The Army Of The Potomac: A Stillness At Appomattox, by Bruce Catton
This last book of a series detailing the experience of the Army of the Potomac during the Civil War ends on a strange note. It is almost as if the author expects that the reader has some knowledge of the pageantry of the surrender of Lee to Grant and the sorrow of Lincoln’s assassination and the drama of Sherman and Johnston’s repeated efforts to make a successful peace at Bennett Farm in North Carolina, and so wants this book to end as abruptly as possible on the morning of April 9th. Indeed, for someone who considers the crushing of the Confederacy to be a generally happy (if bittersweet) moment for the United States, this book has a strangely elegiac tone, as if the author is mourning the final suffering of the Civil War and the immense violence that was required to put it down, violence that was exercised somewhat unwillingly by the Union soldiers chronicled in this and the other books of the series. The author conveys a sense of the sorrow that so much loss was required to bring the nation back together again, and that it took so long for the Union to find leaders like Grant who were ruthless enough see to it that this violence was done to help create a new peaceful order for the United States.

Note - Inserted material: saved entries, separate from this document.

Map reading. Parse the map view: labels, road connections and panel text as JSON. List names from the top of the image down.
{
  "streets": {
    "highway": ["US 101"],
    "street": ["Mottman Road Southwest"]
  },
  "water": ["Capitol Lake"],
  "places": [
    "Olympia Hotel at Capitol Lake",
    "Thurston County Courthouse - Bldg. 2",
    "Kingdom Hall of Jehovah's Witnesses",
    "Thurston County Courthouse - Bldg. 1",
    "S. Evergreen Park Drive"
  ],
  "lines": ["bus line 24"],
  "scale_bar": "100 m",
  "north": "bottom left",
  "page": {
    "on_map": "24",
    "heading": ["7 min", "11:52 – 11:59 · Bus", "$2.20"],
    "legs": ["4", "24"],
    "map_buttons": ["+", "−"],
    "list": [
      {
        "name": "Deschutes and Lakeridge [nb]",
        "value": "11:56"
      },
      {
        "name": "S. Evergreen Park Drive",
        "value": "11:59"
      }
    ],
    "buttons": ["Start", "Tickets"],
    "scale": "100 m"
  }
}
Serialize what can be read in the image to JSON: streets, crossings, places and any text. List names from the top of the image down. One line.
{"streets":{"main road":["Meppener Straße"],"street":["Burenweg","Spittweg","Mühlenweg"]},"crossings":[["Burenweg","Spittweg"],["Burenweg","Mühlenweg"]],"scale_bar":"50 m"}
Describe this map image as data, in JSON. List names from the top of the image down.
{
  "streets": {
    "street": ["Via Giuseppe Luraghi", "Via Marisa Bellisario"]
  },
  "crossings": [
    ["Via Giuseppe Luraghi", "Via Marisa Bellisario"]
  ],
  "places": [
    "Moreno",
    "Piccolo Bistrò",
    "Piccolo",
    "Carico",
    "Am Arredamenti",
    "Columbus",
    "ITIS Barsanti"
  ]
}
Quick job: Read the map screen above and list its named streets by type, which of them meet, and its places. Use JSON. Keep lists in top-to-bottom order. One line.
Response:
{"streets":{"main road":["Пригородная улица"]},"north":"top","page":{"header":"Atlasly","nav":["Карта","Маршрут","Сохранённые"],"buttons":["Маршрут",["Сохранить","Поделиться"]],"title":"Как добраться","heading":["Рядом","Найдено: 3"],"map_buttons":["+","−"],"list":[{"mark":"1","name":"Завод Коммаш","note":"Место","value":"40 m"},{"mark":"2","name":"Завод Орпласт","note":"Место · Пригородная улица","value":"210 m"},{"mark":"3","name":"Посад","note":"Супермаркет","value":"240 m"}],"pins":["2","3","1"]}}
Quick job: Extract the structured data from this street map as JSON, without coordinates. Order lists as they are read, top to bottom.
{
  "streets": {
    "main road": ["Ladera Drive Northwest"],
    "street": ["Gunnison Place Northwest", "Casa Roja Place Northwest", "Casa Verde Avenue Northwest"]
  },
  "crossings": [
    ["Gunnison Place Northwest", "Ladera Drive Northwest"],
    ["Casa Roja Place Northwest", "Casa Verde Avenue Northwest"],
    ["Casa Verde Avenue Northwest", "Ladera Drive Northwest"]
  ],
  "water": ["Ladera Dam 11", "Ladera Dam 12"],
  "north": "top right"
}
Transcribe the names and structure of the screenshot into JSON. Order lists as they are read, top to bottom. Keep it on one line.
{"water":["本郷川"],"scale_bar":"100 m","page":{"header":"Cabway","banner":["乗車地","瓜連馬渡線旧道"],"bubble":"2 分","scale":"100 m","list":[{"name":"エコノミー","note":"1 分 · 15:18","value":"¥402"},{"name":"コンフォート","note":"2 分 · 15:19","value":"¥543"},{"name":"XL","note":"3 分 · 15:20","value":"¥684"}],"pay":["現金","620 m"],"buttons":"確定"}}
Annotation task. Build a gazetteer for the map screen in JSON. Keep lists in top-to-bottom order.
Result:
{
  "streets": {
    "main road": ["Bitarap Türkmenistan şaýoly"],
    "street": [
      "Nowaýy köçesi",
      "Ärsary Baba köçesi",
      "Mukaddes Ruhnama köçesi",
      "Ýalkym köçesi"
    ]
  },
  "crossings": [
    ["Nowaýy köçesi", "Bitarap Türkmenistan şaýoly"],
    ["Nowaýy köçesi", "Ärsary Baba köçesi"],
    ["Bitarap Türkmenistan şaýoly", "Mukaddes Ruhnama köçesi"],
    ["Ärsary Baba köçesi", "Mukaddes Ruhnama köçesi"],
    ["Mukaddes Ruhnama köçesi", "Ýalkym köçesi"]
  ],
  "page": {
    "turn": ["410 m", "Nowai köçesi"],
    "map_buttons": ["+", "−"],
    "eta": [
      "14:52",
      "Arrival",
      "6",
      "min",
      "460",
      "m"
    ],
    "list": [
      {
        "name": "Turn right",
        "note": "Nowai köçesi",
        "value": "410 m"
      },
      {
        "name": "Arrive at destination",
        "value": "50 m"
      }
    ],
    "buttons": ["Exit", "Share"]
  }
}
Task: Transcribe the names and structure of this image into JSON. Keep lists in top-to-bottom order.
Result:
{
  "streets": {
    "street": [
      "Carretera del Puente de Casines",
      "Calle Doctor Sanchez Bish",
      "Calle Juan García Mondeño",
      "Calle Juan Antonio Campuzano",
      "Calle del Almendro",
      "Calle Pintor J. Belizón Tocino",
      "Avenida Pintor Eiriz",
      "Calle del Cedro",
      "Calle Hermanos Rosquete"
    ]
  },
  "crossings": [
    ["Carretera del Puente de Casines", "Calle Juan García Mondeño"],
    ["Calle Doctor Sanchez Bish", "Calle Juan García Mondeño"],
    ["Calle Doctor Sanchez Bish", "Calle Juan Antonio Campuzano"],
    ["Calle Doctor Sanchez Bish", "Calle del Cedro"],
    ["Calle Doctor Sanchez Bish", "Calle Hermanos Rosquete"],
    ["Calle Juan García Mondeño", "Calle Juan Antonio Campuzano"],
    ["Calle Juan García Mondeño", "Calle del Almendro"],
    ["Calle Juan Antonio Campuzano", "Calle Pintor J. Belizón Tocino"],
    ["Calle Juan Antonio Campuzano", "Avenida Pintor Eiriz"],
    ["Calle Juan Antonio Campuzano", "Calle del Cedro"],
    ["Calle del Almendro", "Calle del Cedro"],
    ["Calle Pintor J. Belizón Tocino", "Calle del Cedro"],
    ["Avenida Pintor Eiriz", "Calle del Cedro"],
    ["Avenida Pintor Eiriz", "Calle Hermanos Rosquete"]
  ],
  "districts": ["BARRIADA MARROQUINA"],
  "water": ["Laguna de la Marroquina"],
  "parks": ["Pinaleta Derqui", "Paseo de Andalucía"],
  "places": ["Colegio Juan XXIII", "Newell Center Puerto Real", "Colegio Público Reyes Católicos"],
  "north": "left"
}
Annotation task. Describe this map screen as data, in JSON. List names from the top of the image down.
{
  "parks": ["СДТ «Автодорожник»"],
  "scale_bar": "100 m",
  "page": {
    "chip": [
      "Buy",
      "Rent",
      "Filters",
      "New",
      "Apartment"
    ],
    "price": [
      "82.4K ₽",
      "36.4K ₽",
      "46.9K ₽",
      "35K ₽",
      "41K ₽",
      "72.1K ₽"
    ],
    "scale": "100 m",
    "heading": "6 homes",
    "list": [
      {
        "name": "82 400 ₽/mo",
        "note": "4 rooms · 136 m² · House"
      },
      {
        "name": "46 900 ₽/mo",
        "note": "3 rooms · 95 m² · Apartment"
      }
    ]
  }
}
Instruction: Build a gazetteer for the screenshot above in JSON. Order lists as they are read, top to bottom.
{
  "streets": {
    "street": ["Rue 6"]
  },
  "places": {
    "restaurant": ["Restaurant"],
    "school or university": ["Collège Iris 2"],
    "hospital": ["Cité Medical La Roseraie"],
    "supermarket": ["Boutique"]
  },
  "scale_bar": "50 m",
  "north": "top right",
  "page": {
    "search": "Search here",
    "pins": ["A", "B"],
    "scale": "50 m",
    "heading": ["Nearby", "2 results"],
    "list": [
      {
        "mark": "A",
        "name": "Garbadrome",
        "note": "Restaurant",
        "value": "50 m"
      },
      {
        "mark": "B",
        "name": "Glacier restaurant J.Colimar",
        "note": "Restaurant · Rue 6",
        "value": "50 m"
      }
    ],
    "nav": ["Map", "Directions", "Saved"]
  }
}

This book of nearly 400 pages is divided into six parts with smaller chapters within. First, the author looks at glory being out of date (I), discussing the effects of the Stoneman/Dahlgren raid on Richmond and the reorganization of the Army of the Potomac that took place shortly before the Gettysburg campaign that folded the I and III corps into the rest of the army. After that the author looks at the battles of the Wilderness and Spotsylvania that showed Grant’s intention to move south and to prevent Lee from being able to be free to conduct the sort of dazzling maneuvers that had been done so many times before (II). After that comes a discussion of the failed charge at Cold Harbor and the realization that a change in approach was necessary because the failures of Butler and Sigel had allowed Lee some reinforcements from other fronts (III). After this comes a part of the book that focuses on the Petersburg siege in 1864 and the Battle of the Crater and related efforts to hold the Confederates in place and sap their strength (IV). The author spends a great deal of time discussing Early’s raid and the ultimately successful efforts of Sheridan to clear the Shenandoah Valley of provisions and troops to support rebel efforts (V) before the book closes with a discussion of the successful end of the Petersburg siege and the Appomattox campaign that closed the Civil War in Union victory (VI).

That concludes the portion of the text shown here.